DEFLATION TO INFLATION
Investors are more confident governments can boost growth
via fiscal policies and that inflation is picking up after a
long period of highly stimulative global monetary policies.
"What has started to change, which is giving people faith,
is that global growth is starting to spread," said Josh Crabb,
head of Asian equities at Old Mutual Global Investors.
"Asia is still very cheap, and people are buying into
markets like Taiwan and South Korea because they see them as
global growth trades."
Old Mutual's sterling-denominated Asia-Pacific fund, whose
biggest holdings include South Korea's Samsung Electronics
, Hong Kong-based Tencent Holdings and
Taiwan Semiconductor Manufacturing Co, returned 6.2
percent in January, compared with the benchmark's 3.9 percent.

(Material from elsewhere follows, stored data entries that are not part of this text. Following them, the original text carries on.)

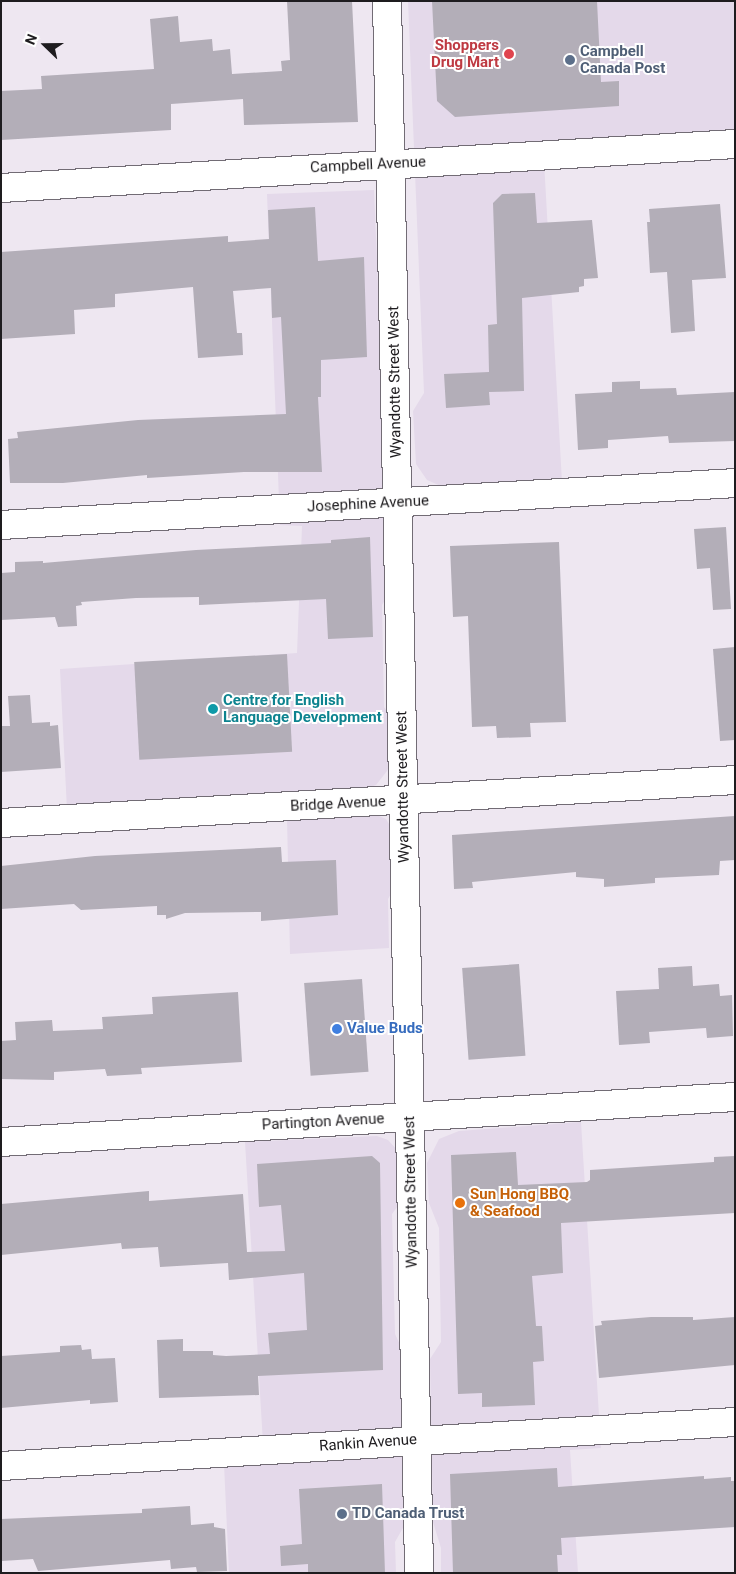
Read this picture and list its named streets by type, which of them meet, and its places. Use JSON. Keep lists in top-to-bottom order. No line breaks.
{"streets":{"street":["Campbell Avenue","Wyandotte Street West","Josephine Avenue","Bridge Avenue","Partington Avenue","Rankin Avenue"]},"crossings":[["Campbell Avenue","Wyandotte Street West"],["Wyandotte Street West","Josephine Avenue"],["Wyandotte Street West","Bridge Avenue"],["Wyandotte Street West","Partington Avenue"],["Wyandotte Street West","Rankin Avenue"]],"places":["Shoppers Drug Mart","Campbell Canada Post","Centre for English Language Development","Value Buds","Sun Hong BBQ & Seafood","TD Canada Trust"],"north":"left"}
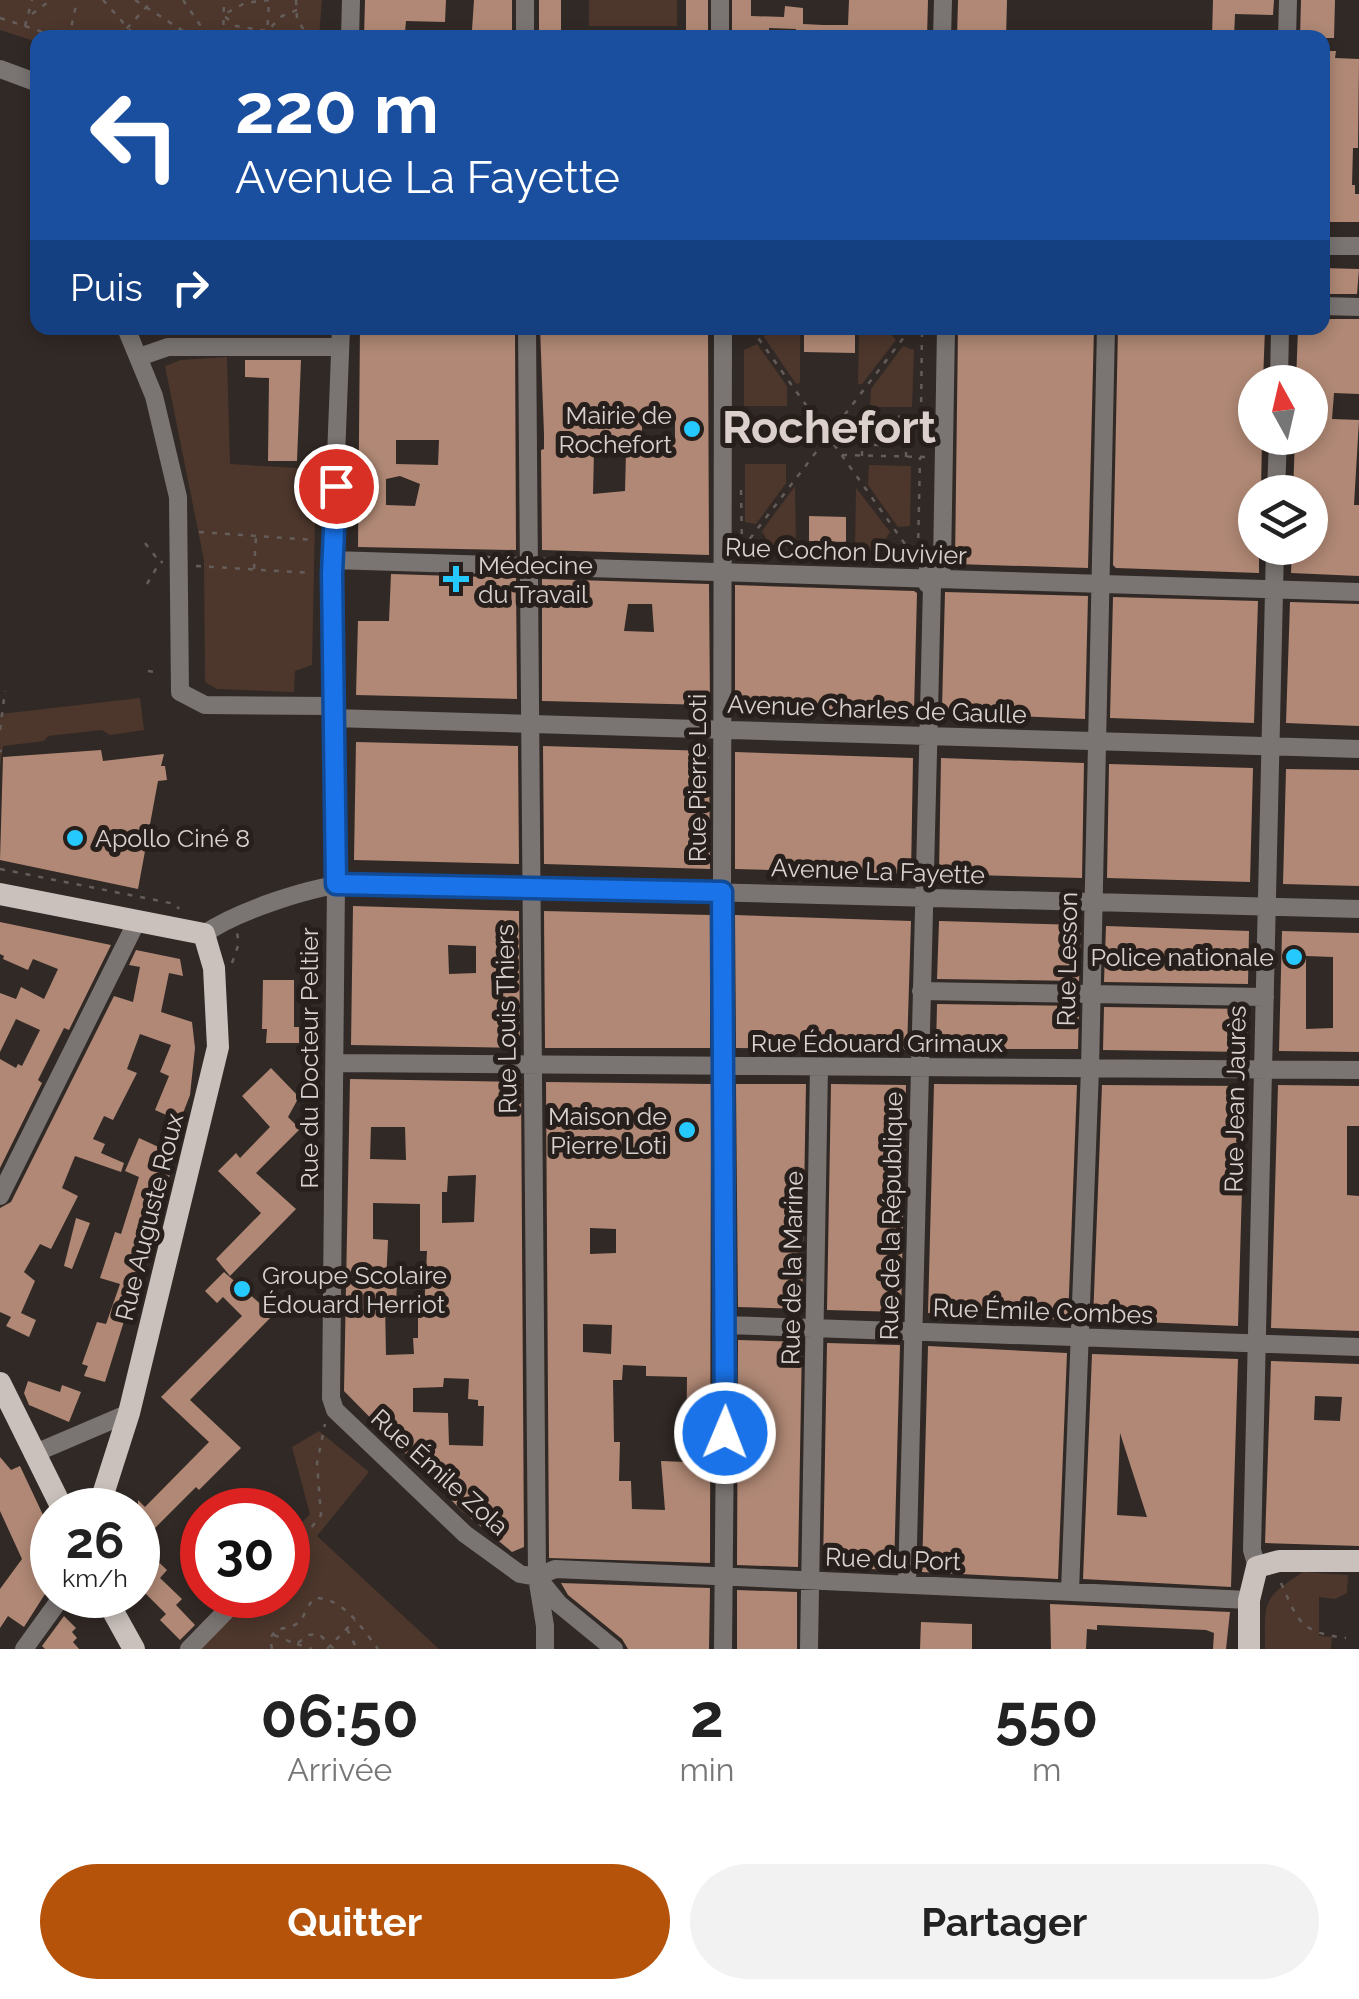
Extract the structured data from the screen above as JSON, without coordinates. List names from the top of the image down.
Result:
{
  "streets": {
    "main road": ["Rue Jean Jaurès", "Rue Auguste Roux"],
    "street": [
      "Rue Cochon Duvivier",
      "Avenue Charles de Gaulle",
      "Rue Pierre Loti",
      "Avenue La Fayette",
      "Rue Lesson",
      "Rue Louis Thiers",
      "Rue Édouard Grimaux",
      "Rue du Docteur Peltier",
      "Rue de la République",
      "Rue de la Marine",
      "Rue Émile Combes",
      "Rue Émile Zola",
      "Rue du Port"
    ]
  },
  "crossings": [
    ["Rue Cochon Duvivier", "Rue Pierre Loti"],
    ["Rue Cochon Duvivier", "Rue Lesson"],
    ["Rue Cochon Duvivier", "Rue Louis Thiers"],
    ["Rue Cochon Duvivier", "Rue du Docteur Peltier"],
    ["Rue Cochon Duvivier", "Rue Jean Jaurès"],
    ["Rue Cochon Duvivier", "Rue de la République"],
    ["Avenue Charles de Gaulle", "Rue Pierre Loti"],
    ["Avenue Charles de Gaulle", "Rue Lesson"],
    ["Avenue Charles de Gaulle", "Rue Louis Thiers"],
    ["Avenue Charles de Gaulle", "Rue du Docteur Peltier"],
    ["Avenue Charles de Gaulle", "Rue Jean Jaurès"],
    ["Avenue Charles de Gaulle", "Rue de la République"],
    ["Rue Pierre Loti", "Avenue La Fayette"],
    ["Rue Pierre Loti", "Rue Édouard Grimaux"],
    ["Rue Pierre Loti", "Rue Émile Combes"],
    ["Rue Pierre Loti", "Rue du Port"],
    ["Avenue La Fayette", "Rue Lesson"],
    ["Avenue La Fayette", "Rue Louis Thiers"],
    ["Avenue La Fayette", "Rue du Docteur Peltier"],
    ["Avenue La Fayette", "Rue Jean Jaurès"],
    ["Avenue La Fayette", "Rue de la République"],
    ["Avenue La Fayette", "Rue Auguste Roux"],
    ["Rue Lesson", "Rue Édouard Grimaux"],
    ["Rue Lesson", "Rue Émile Combes"],
    ["Rue Lesson", "Rue du Port"],
    ["Rue Louis Thiers", "Rue Édouard Grimaux"],
    ["Rue Louis Thiers", "Rue Émile Zola"],
    ["Rue Louis Thiers", "Rue du Port"],
    ["Rue Édouard Grimaux", "Rue du Docteur Peltier"],
    ["Rue Édouard Grimaux", "Rue Jean Jaurès"],
    ["Rue Édouard Grimaux", "Rue de la République"],
    ["Rue Édouard Grimaux", "Rue de la Marine"],
    ["Rue du Docteur Peltier", "Rue Émile Zola"],
    ["Rue Jean Jaurès", "Rue Émile Combes"],
    ["Rue Jean Jaurès", "Rue du Port"],
    ["Rue de la République", "Rue Émile Combes"],
    ["Rue de la République", "Rue du Port"],
    ["Rue de la Marine", "Rue Émile Combes"],
    ["Rue de la Marine", "Rue du Port"],
    ["Rue Émile Zola", "Rue du Port"]
  ],
  "districts": ["Rochefort"],
  "places": {
    "other": [
      "Mairie de Rochefort",
      "Apollo Ciné 8",
      "Police nationale",
      "Maison de Pierre Loti",
      "Groupe Scolaire Édouard Herriot"
    ],
    "health": ["Médecine du Travail"]
  },
  "north": "top",
  "page": {
    "turn": ["220 m", "Avenue La Fayette"],
    "then": "Puis",
    "speed": "26 km/h",
    "limit": "30",
    "eta": [
      "06:50",
      "Arrivée",
      "2",
      "min",
      "550",
      "m"
    ],
    "buttons": ["Quitter", "Partager"]
  }
}
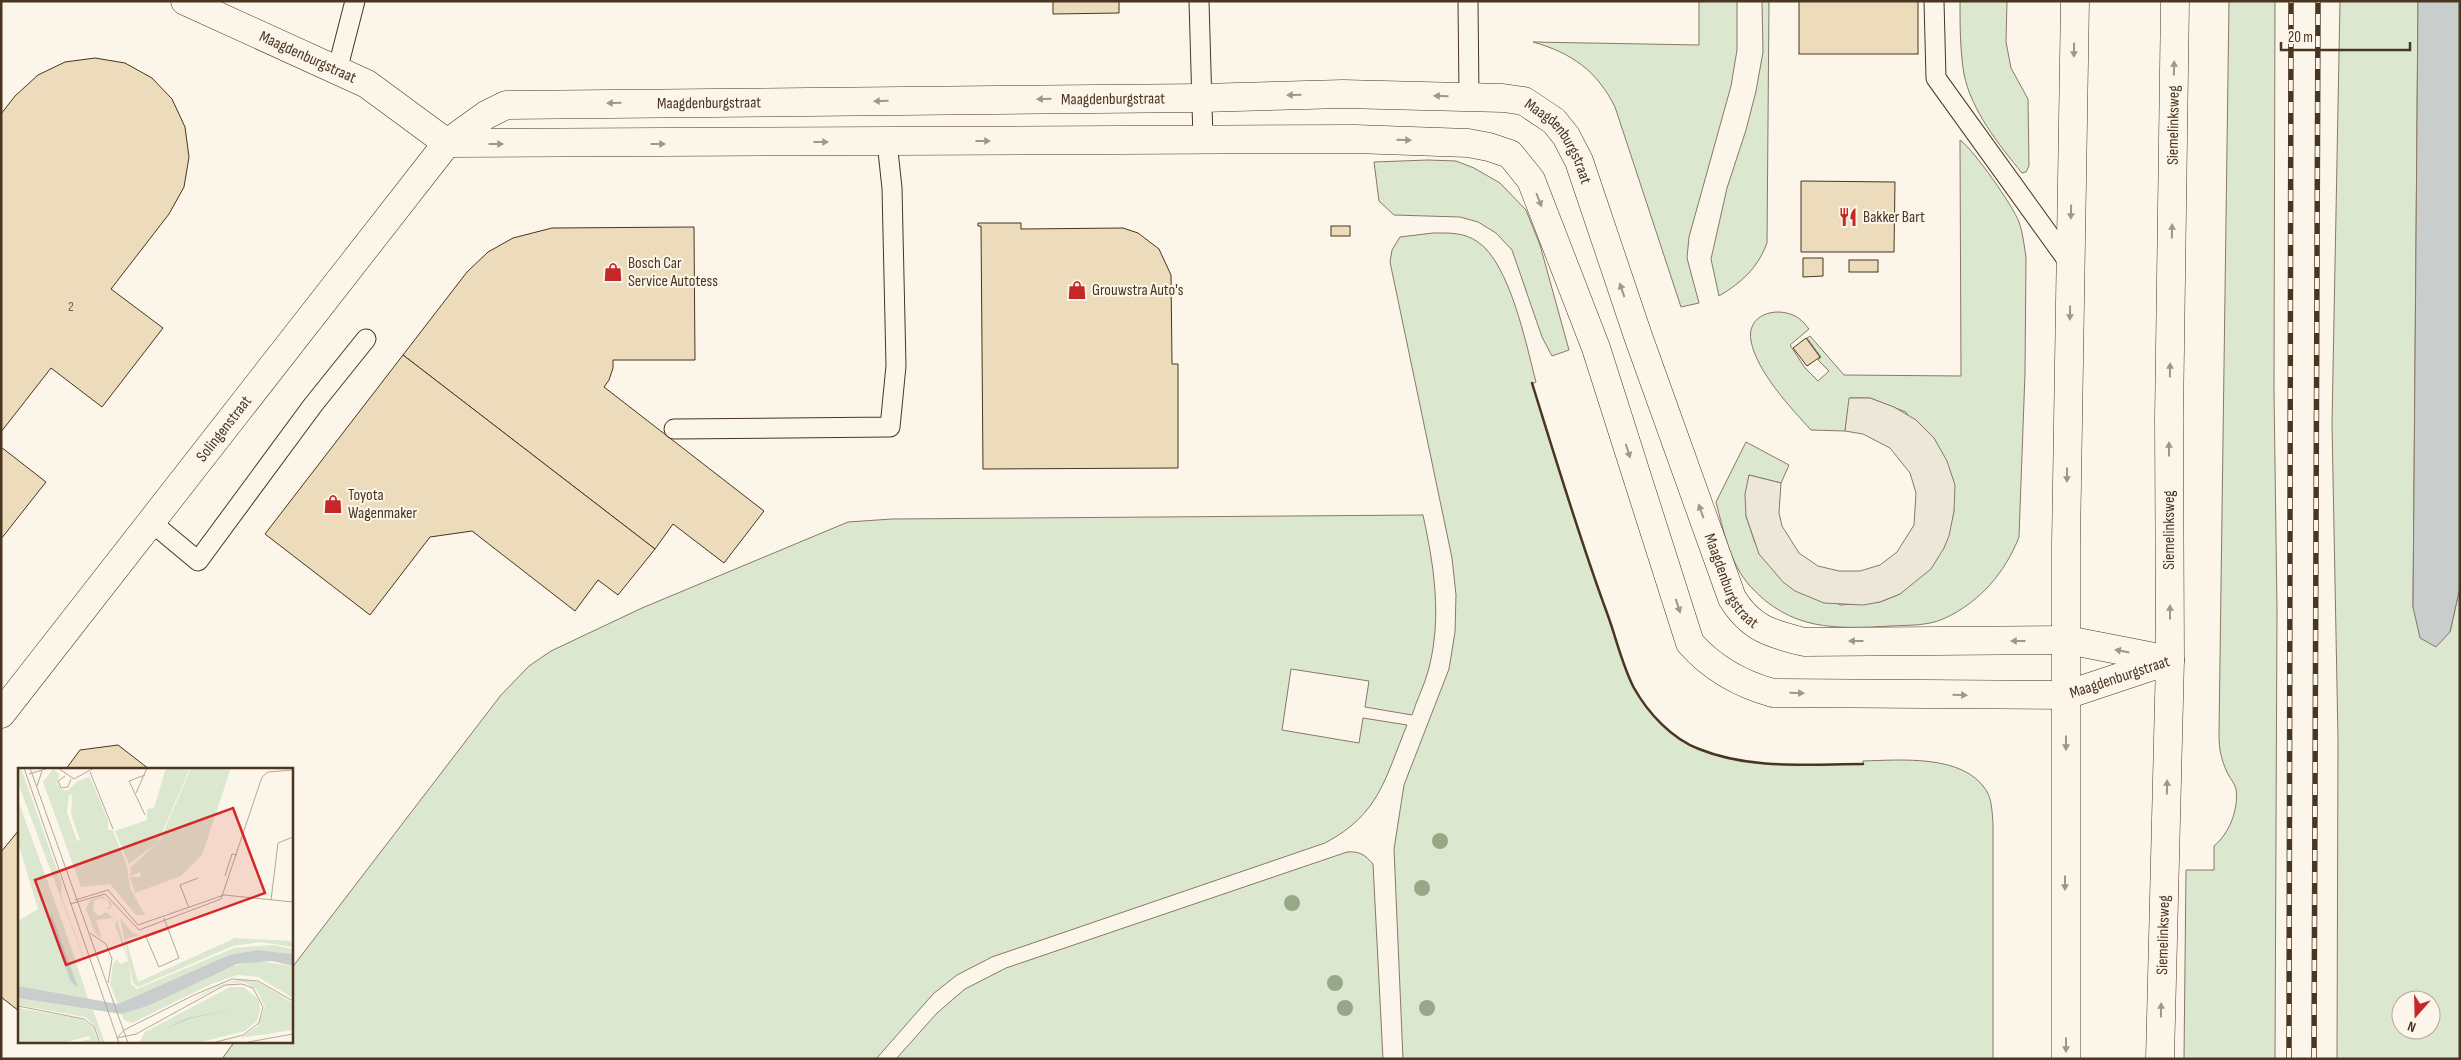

Signs are that manufacturing, consumer demand and inflation
are picking up across Asia. The World Bank has also forecast 2.7
percent global growth this year, from 2.3 percent in 2016.
Taiwan and South Korea - which have led equity flows into
Asian emerging markets this year - could be vulnerable to U.S.
trade protectionism, but Henderson's Duhra said larger firms
such as Samsung and TSMC are "so far up the value chain that
they're not just commoditised tech companies."
With more of such companies and stronger current account
positions, North Asian markets are a better bet than Southeast
Asia, he said.
A more stable Chinese economy has also helped emerging Asia.
"The interaction of the Chinese economy with the rest of the
Asian economies is now extremely close," said Mark Wills, Asia
Pacific managing director of State Street Global Advisors, whose
emerging Asia equity fund returned a net 7.5 percent in dollar
terms in January compared with the benchmark's 5.9 percent.
"Markets are basking in the China growth story and have
discounted, for now, trade war threats."
Still, others are cautious.
Credit Suisse has downgraded Asian stocks to neutral,
warning that despite the region's positives the risk of
protectionism and a stronger dollar remain concerns.
Indonesia, with a widening current account deficit, and the
Philippines, with a worsening trade deficit, have seen the
biggest outflows this year.
Deutsche Bank Wealth Management Asia-Pacific chief
investment officer Tuan Huynh has reduced the region to a small
underweight from neutral, as it has exceeded its 12-month
target, but recommended buying on dips.